Winter Tour Tips




Winter is in full swing and it’s been a particularly brutal one across much of the United States. While sub-zero conditions and heavy snows might be fairly common to touring musicians in other countries, this was a challenging season for us in the States. 

I wanted to write an article with some tips for touring during winter, as I’ve done so numerous times both as a performer and as a part of a tour crew and wanted to share some of the things I’ve learned along the way.

Tour Routing

If possible, try to work around locations that get slammed by bad winter weather. The mid-western (Chicago...) and northeastern (talking about YOU, Boston!) United States have exceptionally bad weather from January through March (and sometimes even into April!), so if you can consider trying to hit markets that don't feel winter's icy grip as much. Climate is definitely changing, but the southern states are a good starting point. 

Weather Advised

Winter is perhaps the most unpredictable of all the seasons, and when planning a tour months in advance it is impossible to know what type of weather to expect. But when tour time rolls around, it's critical to stay on top of whatever is happening with the weather. Technology makes this easier than ever before, so download a weather app and enable push notifications. 

Don’t be afraid to have to bow out of a show if you can’t get there safely, the promoter and venue will understand. At least you and your gear will live to rock another day.



Come Prepared

Tour is war, so keep a road kit of everything you'll need to battle winter. This includes ice scrapers, spray de-icer, kitty litter or something similar (for traction), a shovel, jumper cables, flashlight, and blankets. Make sure your vehicle is serviced and keep an eye on the fluid levels. Speaking of fluids, consider putting in winter blends and fluids that are meant for freezing temperatures.

Winter weather can affect any vehicle in a number of inconvenient and sometimes dangerous ways like…

  1. Deflated or under inflated tires due to losing air pressure

  2. Dead or reduced battery charge

  3. Oil thickening - consider switching to a low viscosity/winter oil type

  4. Frozen fuel line

  5. Technology outages (LCD screens, etc.)

  6. Belts and windshield wipers freezing/cracking

Cold Gear 

It’s a fair misconception that cold in itself damages gear, because it’s really the drastic change in temperatures from moving gear inside and outside that does the real damage.
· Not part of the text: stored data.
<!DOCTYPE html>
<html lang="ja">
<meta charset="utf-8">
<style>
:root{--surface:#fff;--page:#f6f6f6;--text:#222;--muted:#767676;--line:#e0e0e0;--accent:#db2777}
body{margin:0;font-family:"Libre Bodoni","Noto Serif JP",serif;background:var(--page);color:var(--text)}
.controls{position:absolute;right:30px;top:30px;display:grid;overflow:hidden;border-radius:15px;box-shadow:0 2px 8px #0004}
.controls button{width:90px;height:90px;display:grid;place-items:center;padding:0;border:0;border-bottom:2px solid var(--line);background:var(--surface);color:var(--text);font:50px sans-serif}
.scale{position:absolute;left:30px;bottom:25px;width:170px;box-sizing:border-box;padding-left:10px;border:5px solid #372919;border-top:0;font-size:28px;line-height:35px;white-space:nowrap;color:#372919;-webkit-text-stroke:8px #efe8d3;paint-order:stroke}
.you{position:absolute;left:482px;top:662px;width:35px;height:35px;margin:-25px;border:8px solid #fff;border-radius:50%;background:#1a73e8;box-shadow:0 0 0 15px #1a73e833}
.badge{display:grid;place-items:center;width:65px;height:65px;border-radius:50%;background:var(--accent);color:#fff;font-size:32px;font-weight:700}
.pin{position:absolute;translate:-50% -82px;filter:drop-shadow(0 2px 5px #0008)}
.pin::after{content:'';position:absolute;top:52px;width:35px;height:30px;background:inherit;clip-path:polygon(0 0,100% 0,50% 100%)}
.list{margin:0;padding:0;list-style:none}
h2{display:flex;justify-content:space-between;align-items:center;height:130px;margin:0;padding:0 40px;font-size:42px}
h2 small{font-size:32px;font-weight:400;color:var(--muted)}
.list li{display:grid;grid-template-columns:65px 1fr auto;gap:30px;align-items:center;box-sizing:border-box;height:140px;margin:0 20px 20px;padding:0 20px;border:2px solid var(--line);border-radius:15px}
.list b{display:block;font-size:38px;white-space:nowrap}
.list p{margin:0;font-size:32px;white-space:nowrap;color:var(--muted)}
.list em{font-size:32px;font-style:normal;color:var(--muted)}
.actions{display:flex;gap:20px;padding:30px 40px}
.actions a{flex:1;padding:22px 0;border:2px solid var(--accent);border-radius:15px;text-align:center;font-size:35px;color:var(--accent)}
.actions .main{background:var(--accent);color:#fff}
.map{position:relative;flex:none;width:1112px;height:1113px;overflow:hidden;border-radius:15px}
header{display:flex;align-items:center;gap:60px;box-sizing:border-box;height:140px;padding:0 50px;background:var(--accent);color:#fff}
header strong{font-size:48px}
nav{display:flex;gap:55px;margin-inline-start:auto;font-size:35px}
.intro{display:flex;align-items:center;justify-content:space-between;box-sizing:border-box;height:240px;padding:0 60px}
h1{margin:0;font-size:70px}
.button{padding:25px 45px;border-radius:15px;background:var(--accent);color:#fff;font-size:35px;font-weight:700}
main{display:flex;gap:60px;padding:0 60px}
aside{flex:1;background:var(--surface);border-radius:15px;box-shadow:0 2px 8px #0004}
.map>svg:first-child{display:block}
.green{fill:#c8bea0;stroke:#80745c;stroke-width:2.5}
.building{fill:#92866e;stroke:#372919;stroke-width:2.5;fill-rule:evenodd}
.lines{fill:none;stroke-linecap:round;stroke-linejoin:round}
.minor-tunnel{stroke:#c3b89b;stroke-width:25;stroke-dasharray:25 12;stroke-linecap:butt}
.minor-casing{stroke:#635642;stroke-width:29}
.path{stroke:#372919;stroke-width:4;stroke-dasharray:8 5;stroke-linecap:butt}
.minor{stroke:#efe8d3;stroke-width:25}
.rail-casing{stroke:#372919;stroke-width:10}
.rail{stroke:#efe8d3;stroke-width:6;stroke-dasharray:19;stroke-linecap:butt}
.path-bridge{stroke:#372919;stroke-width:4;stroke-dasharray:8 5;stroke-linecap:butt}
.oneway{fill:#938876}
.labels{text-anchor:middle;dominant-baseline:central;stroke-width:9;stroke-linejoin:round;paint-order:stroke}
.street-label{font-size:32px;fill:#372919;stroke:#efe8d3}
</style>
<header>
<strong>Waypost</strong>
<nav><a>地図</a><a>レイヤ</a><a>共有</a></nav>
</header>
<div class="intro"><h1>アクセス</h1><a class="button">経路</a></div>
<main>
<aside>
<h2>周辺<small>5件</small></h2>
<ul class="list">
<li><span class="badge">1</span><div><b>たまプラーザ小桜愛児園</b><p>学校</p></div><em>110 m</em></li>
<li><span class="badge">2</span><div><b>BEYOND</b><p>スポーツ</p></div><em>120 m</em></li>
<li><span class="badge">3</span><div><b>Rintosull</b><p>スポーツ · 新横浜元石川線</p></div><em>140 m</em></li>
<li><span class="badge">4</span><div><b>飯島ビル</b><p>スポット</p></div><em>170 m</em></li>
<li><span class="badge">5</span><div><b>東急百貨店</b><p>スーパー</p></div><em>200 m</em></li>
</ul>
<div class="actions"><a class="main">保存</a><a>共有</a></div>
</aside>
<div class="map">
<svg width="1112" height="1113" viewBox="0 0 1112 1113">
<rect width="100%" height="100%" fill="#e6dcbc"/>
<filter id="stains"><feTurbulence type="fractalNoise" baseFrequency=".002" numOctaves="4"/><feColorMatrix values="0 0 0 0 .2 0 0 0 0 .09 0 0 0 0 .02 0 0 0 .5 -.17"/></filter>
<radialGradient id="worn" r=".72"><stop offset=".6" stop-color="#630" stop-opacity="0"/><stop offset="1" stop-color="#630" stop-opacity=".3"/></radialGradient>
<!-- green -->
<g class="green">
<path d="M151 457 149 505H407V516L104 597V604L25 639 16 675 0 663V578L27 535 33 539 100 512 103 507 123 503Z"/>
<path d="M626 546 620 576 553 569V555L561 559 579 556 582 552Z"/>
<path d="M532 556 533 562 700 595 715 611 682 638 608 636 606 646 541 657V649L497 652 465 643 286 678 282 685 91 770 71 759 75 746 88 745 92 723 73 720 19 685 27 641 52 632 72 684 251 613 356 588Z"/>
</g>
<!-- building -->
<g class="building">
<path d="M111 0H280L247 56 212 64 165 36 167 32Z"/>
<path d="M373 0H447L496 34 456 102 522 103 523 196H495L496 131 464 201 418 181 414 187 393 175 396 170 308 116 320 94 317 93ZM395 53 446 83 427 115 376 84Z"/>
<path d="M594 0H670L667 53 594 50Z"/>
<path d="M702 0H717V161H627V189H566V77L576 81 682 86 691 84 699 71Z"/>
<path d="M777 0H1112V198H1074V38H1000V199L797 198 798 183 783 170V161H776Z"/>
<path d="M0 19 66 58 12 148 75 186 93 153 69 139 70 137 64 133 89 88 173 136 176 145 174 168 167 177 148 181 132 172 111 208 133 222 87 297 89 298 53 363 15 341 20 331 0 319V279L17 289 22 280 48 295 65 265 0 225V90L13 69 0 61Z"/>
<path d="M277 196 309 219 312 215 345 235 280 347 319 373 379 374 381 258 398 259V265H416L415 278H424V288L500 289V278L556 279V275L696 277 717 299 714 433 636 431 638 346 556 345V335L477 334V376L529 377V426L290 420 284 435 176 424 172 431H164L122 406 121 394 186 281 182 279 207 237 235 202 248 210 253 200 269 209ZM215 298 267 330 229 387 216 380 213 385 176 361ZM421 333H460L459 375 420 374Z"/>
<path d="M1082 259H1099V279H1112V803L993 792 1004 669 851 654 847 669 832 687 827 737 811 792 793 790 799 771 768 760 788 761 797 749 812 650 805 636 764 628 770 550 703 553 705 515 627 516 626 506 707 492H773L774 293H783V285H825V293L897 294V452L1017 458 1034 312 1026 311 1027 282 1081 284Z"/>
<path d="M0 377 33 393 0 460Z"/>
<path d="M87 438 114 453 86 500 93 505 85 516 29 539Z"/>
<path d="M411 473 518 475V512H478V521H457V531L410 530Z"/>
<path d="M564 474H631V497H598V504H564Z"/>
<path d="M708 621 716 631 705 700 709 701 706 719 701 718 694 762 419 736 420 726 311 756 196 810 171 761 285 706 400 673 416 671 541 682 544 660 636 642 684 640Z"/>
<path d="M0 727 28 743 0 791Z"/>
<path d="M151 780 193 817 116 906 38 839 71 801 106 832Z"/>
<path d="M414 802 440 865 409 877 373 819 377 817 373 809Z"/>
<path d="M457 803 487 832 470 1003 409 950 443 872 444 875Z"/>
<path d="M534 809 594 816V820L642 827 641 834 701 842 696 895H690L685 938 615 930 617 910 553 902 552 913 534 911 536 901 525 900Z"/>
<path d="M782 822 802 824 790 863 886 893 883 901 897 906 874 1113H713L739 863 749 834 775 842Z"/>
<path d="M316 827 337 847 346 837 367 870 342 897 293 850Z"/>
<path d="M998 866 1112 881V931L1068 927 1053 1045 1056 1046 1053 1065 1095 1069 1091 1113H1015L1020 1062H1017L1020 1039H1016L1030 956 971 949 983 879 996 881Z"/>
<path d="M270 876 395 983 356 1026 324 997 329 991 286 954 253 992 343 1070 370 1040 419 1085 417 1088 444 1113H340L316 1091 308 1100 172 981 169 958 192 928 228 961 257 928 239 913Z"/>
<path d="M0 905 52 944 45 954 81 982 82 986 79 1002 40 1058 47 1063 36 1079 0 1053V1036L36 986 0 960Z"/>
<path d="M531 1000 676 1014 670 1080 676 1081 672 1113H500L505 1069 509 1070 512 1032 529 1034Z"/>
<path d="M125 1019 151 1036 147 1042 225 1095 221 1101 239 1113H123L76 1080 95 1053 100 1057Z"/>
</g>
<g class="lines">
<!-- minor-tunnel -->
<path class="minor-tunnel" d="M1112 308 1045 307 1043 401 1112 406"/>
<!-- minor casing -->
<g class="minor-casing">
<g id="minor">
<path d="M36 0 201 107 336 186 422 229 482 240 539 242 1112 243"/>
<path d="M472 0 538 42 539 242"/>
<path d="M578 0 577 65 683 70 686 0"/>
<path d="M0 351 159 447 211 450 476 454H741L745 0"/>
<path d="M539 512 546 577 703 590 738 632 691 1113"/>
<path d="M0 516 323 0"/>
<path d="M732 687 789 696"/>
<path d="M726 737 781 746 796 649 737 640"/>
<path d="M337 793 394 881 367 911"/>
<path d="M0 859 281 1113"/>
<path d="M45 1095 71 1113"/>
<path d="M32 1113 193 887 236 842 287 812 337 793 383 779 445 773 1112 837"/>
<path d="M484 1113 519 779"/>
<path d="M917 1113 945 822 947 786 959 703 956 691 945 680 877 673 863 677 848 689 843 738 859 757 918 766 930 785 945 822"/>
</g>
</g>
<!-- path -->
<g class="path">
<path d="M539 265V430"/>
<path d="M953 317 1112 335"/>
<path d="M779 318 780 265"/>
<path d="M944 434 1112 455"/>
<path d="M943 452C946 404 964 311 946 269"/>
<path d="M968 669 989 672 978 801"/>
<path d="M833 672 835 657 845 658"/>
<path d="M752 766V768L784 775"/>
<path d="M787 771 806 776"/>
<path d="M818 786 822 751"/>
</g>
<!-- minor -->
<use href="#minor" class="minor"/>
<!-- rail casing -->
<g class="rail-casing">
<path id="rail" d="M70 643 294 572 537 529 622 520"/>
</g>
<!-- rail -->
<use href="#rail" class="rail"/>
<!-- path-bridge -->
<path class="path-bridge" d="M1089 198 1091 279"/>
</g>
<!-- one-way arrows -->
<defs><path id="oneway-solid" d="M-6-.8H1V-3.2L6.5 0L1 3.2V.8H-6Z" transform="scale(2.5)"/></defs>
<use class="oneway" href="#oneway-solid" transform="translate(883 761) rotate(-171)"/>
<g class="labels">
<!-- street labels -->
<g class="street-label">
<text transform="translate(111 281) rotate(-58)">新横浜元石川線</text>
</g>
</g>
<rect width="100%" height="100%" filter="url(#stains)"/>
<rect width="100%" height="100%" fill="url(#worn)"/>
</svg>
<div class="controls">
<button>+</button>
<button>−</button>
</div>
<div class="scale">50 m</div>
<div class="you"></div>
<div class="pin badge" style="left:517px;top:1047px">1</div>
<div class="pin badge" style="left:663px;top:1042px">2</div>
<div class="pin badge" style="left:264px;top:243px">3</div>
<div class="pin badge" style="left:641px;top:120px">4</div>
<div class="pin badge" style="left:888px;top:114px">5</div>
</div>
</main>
Here are some tips to keep your gear on the stage and out of the shop.

  1. Detune stringed instruments during transport if they’re going to be in the cold longer than 5 minutes or so. It can help prevents warps and cracks.

  2. Keep your guitars in their cases for 15 minutes when you bring them inside so that the metal and wood has a chance to expand while acclimating to room temperature.

  3. Tubes are glass. Glass and cold don’t mix well. Don’t turn on your tube amp right away after bringing it in from outside. Give it as much time as possible to adjust to the inside, so shoot for at least 15 minutes.

Roadside Assistance

If you’re on the road (not just on tour) it’s a very wise idea to have  a subscription to a roadside assistance program like the one that comes with many vehicle manufacturers or one like AAA. 

Health is Wealth

Cold and flu season is no joke, and you want your performance to be ON fire, not your body temperature. Don’t neglect your health. Eat well, sleep well, and don’t overdo it with the partying as it compromises the immune system.

We all love to tour, no matter the time of year. The show must go on, and with some preparation and a little bit of luck not even old man winter can stop that. Stay safe out there!